Task description
For each line in the material below that holds "lane", copy that line.

Material to process

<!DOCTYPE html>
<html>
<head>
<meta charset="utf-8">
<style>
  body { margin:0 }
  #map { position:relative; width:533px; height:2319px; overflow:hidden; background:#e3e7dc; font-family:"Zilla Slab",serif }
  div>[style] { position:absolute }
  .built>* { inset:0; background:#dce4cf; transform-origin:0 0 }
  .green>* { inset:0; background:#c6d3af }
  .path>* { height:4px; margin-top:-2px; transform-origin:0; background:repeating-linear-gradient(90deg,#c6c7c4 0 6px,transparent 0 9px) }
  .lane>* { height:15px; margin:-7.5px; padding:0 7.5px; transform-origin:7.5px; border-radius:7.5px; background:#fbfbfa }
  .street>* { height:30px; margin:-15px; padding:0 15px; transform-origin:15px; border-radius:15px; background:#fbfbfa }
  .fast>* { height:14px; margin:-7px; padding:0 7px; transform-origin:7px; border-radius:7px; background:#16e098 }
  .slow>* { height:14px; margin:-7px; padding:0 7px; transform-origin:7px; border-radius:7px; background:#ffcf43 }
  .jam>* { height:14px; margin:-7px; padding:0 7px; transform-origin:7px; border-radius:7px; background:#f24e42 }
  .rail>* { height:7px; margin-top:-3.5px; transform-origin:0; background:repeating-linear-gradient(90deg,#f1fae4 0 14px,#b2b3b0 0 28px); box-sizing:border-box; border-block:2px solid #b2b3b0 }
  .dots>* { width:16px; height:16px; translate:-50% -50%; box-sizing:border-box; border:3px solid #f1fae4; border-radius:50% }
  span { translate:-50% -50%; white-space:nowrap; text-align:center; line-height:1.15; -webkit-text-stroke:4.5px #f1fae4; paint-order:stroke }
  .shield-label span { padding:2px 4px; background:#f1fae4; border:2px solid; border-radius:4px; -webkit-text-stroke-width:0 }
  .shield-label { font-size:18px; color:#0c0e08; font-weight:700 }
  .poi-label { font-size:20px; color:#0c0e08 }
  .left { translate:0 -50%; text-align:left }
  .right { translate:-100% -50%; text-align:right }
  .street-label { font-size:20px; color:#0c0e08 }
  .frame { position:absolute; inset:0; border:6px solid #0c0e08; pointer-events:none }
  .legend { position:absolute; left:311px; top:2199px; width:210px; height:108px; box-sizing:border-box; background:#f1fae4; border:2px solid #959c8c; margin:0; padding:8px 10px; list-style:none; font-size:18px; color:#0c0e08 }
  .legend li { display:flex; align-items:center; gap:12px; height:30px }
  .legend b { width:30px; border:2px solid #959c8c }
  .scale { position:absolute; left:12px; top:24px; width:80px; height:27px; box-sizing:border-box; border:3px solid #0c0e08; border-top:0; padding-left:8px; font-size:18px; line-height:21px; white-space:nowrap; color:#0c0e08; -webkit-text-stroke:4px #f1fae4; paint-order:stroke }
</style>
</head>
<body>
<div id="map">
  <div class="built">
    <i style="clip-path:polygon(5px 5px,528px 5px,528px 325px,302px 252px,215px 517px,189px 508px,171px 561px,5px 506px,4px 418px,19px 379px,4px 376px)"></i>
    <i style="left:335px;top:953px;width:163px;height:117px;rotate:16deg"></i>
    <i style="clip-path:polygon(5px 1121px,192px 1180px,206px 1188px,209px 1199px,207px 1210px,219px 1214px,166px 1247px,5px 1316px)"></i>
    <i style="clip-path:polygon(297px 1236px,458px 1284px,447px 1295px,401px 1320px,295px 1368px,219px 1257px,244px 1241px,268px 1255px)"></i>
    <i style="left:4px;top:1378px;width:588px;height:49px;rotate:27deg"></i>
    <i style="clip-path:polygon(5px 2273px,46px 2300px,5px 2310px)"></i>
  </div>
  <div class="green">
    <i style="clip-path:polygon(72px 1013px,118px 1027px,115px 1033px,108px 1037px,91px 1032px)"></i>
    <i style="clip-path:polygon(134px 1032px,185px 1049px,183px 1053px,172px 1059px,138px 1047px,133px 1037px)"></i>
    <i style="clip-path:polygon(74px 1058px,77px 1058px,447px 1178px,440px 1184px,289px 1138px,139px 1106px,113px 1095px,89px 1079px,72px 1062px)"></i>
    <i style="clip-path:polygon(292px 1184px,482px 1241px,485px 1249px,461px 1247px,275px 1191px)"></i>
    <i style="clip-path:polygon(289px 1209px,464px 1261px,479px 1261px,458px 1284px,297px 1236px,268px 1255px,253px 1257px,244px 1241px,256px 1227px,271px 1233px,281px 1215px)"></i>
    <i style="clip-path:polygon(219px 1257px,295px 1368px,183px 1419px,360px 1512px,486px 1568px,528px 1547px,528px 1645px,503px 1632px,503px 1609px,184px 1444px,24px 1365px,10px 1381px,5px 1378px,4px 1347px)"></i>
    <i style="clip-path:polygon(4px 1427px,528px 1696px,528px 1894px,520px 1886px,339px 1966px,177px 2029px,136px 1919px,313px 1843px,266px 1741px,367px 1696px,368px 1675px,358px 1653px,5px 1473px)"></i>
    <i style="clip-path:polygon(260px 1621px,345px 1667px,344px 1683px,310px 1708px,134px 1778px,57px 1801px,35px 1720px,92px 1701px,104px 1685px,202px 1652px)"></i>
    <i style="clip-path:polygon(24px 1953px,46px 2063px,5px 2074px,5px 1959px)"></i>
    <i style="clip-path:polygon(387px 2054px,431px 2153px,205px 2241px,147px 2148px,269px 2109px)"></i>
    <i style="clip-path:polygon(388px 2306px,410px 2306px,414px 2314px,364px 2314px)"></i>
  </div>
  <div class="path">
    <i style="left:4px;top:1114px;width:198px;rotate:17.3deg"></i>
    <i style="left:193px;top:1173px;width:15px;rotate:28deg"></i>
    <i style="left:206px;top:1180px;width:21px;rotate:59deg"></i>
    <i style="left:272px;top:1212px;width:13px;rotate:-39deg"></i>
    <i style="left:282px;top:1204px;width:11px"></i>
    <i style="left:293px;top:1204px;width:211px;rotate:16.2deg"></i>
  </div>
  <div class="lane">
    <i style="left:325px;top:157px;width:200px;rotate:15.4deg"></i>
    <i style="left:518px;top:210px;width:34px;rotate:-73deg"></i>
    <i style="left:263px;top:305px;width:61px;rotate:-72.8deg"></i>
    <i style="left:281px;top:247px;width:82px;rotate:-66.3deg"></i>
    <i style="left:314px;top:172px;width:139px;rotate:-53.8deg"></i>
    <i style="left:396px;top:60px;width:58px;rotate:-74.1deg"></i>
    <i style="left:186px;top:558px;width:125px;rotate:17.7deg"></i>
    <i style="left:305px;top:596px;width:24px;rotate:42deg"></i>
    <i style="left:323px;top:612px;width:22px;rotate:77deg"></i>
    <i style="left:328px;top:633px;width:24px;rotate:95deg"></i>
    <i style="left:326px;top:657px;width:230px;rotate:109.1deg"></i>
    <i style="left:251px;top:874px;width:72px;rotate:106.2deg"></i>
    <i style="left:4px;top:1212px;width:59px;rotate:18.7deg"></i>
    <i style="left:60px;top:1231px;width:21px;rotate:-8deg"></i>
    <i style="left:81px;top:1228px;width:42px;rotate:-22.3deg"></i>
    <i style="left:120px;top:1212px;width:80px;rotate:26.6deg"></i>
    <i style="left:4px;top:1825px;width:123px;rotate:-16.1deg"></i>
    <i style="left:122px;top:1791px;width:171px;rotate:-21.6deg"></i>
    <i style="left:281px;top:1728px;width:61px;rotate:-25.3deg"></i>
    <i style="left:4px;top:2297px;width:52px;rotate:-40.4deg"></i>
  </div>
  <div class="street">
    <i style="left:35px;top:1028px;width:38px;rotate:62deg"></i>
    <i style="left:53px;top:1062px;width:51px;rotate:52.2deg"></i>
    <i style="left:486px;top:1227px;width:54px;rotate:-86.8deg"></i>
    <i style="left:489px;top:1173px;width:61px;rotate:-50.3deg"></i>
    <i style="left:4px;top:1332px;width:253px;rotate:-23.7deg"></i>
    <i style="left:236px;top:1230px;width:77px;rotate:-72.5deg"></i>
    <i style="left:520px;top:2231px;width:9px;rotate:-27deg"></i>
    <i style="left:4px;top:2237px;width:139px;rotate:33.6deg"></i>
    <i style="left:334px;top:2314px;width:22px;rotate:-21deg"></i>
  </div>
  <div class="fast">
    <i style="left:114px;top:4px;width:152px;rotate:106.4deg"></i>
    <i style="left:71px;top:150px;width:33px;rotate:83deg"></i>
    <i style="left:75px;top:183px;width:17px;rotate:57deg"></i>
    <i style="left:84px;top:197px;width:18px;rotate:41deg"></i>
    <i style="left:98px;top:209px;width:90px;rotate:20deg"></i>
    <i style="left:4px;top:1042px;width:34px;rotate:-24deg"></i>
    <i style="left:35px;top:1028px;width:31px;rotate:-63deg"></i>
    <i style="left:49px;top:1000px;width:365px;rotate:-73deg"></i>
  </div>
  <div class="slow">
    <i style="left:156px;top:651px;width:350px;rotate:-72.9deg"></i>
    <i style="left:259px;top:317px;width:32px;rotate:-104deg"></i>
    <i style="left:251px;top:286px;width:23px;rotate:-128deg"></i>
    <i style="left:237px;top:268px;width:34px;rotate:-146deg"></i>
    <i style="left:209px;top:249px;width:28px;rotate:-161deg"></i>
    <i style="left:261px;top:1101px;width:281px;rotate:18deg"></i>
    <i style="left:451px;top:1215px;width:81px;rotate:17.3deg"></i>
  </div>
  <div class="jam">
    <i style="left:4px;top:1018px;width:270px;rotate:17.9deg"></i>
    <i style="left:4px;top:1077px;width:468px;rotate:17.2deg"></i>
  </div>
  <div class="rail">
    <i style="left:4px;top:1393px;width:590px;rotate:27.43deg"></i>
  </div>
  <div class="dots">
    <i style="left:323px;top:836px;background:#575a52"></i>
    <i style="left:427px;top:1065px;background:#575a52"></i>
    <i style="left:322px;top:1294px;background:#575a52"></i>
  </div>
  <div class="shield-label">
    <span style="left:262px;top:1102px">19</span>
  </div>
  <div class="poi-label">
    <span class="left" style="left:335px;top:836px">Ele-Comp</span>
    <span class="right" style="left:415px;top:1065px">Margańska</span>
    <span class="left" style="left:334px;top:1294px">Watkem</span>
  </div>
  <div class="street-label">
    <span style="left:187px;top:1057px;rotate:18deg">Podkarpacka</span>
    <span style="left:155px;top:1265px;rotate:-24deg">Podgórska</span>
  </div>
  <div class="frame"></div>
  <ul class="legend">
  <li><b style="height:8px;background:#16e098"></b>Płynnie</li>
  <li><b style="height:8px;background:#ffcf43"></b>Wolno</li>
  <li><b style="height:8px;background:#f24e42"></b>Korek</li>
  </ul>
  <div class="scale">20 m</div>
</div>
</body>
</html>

Answer space
  .lane>* { height:15px; margin:-7.5px; padding:0 7.5px; transform-origin:7.5px; border-radius:7.5px; background:#fbfbfa }
  <div class="lane">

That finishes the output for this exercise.